While some of the machine learning research does require substantial investments and would likely be done by specialized large-scale equipment manufacturers, other ideas can be tested and executed on a much smaller scale. Even without engaging large investments or replacing entire lines of your equipment, performance can be still improved dramatically. Here are some examples:

  • Predictive maintenance. One of the areas where a lot of work has been done in the last years is how to do predictive maintenance. Typical maintenance involves doing regular checks at specific machine hours, mileage, etc., and changing oil and spare parts as prescribed by the manufacturer. However, often equipment works in very different environments. Some equipment may be used with highly abrasive rocks, increasing wear on tires, crushers, etc. Other equipment may be used in very dusty environments, potentially causing much faster issues with filters. And sometimes breakages happen with elements outside of the standard maintenance and spare part replacement programs. Can we try and improve repairs in these cases, aiming at lower downtime or repair/maintenance cost? To answer such questions, a field of machine learning called Predictive Maintenance is available. It focuses on using various statistical and ML techniques to predict and prescribe actions to improve operations (e.g. specific parts need replacement). There are many ML techniques that can be used in the process, but generally the method needs as much training data as possible, so if you have good amount of history for your equipment, predictive maintenance is a possible way to improve your equipment availability or lower costs.
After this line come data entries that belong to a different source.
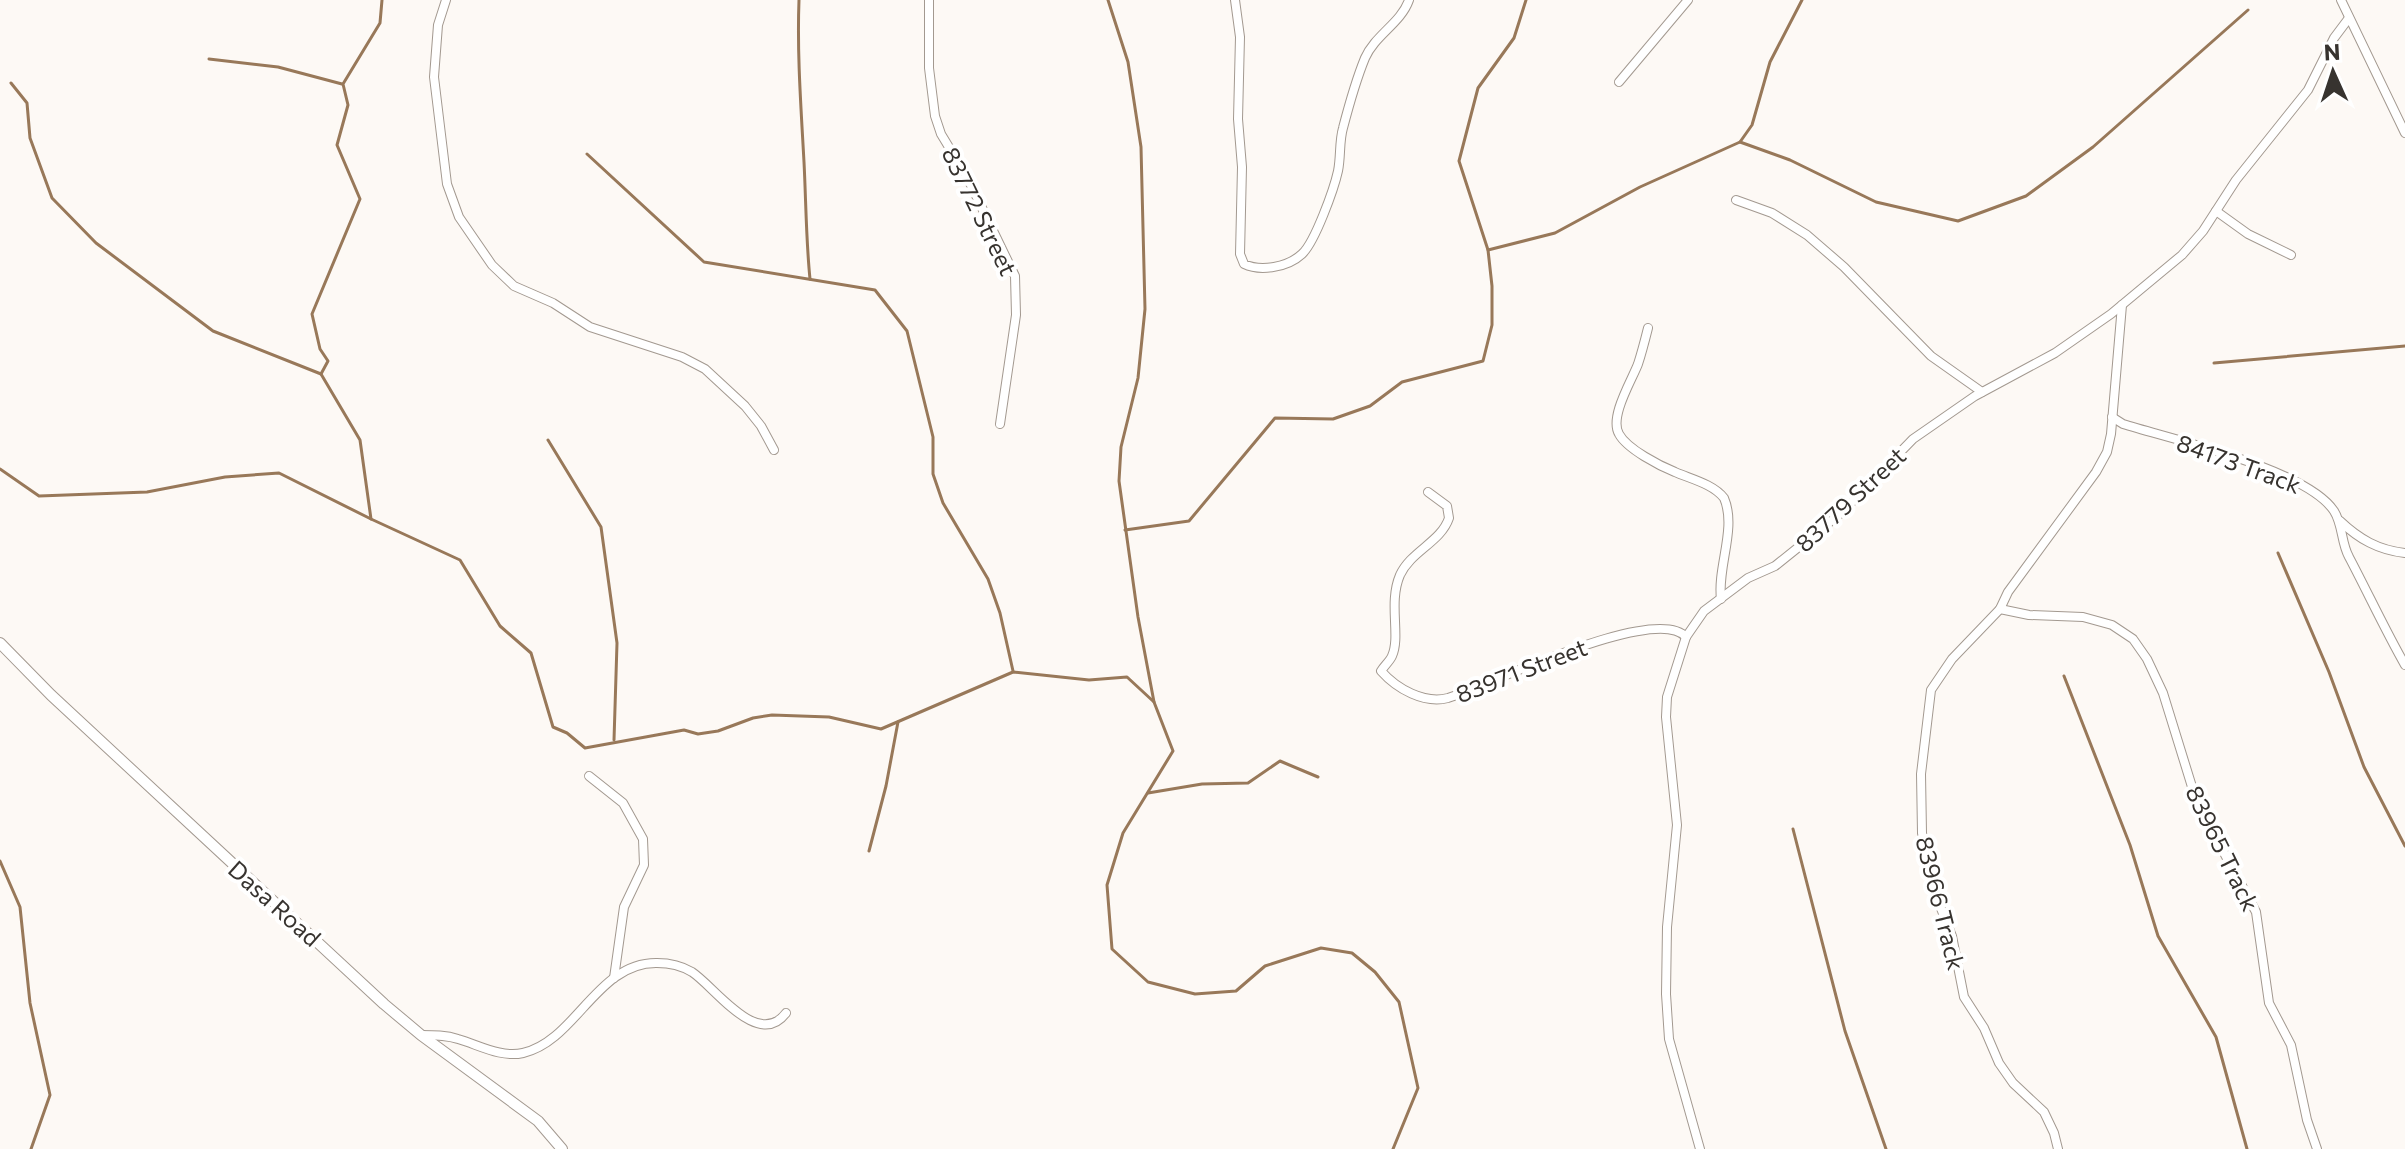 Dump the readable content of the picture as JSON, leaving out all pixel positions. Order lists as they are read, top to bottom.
{
  "streets": {
    "street": [
      "83772 Street",
      "84173 Track",
      "83779 Street",
      "83971 Street",
      "83965 Track",
      "Dasa Road",
      "83966 Track"
    ]
  },
  "crossings": [
    ["84173 Track", "83966 Track"],
    ["83779 Street", "83971 Street"],
    ["83779 Street", "83966 Track"],
    ["83965 Track", "83966 Track"]
  ],
  "north": "top"
}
  • Quality checks. Often quality checks are performed by trained human professionals. However machine learning models can be widely employed to improve quality management. That includes reading sensor information, analysing it based on predefined models and making decisions about potential quality control issues. By using machine learning techniques visual information for example such as product scans can be analysed to detect cracks and other defects. Training algorithms to perform such tasks decreases personnel costs and simplifies operations. We would also like to point out that machine learning techniques could be used simply for analysing large amounts of quality-related data to make certain conclusions about processes and quality practices. ML allows for complex analysis on the relationships between factors, including human factors, and quality performance.
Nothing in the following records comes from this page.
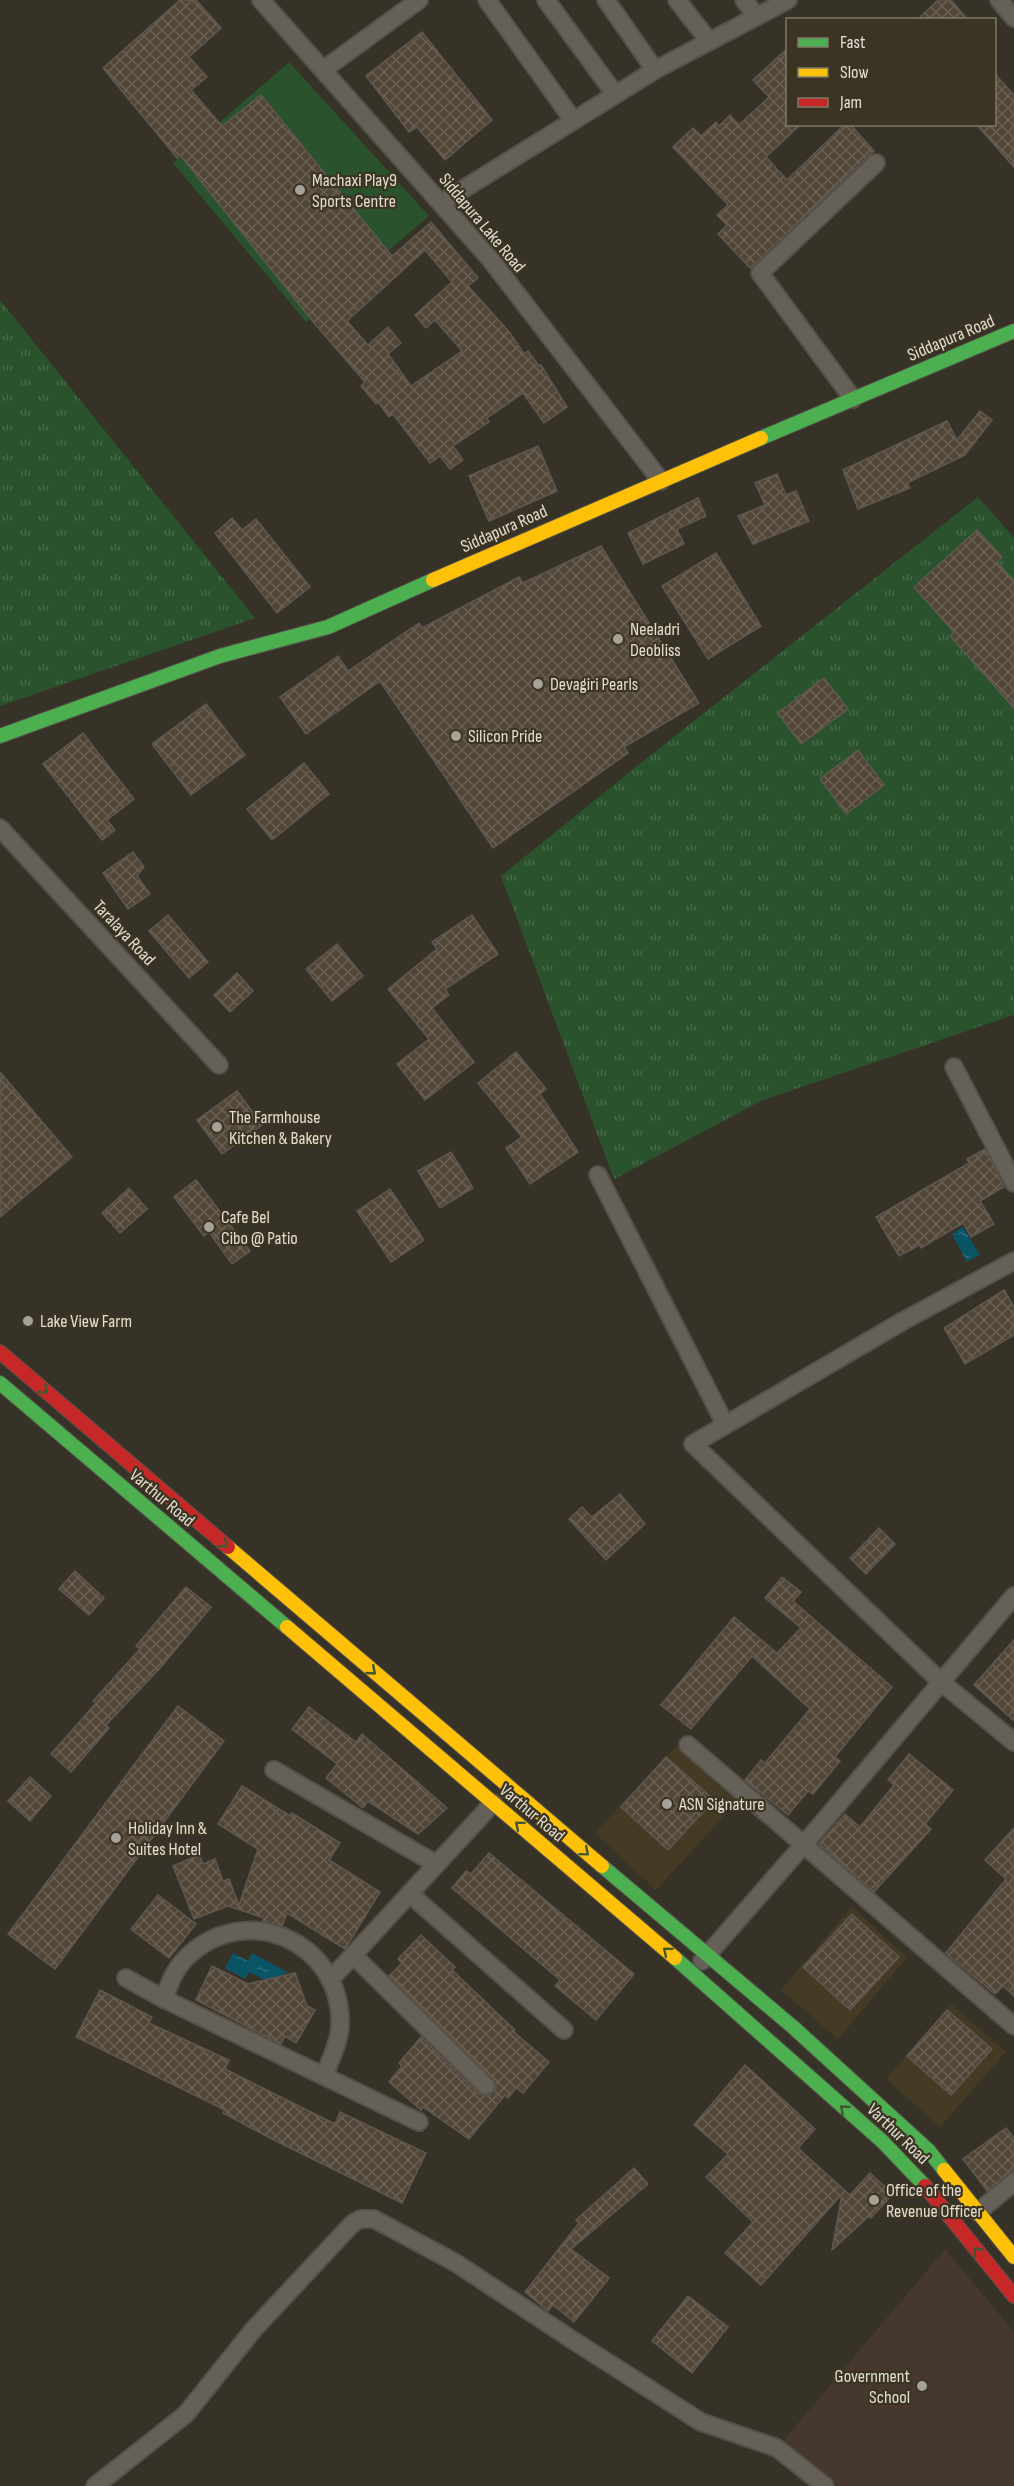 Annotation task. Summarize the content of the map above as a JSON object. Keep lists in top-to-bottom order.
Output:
{
  "streets": {
    "main road": ["Siddapura Road", "Varthur Road"],
    "street": ["Siddapura Lake Road", "Taralaya Road"]
  },
  "crossings": [
    ["Siddapura Lake Road", "Siddapura Road"]
  ],
  "places": [
    "Machaxi Play9 Sports Centre",
    "Neeladri Deobliss",
    "Devagiri Pearls",
    "Silicon Pride",
    "The Farmhouse Kitchen & Bakery",
    "Cafe Bel Cibo @ Patio",
    "Lake View Farm",
    "ASN Signature",
    "Holiday Inn & Suites Hotel",
    "Office of the Revenue Officer",
    "Government School"
  ],
  "legend": ["Fast", "Slow", "Jam"]
}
  • The last and quite important element of machine learning that we would like to point out in regards to the topic is the opportunity to use vast amounts of PLC data to manage the equipment actions and setting. While this could sound broad, the point is that whenever large amounts of sensor data is gathered and we have a parameter to target (product quality, kiln temperature, installation output, etc.), machine learning algorithms can be employed to do so. ML allows analysing the target variable and assessing if the available data can be modelled to achieve that target. If such a model has good performance, substantial savings and improvements can be achieved. The aim here is to allow for humans to be at the helm and control the process direction, but the system to make operational decisions. Such algorithms lower work stress, can take over tedious work (e.g. night shift monitoring) and allow humans to focus on what needs to be done, rather than how specifically it should be done.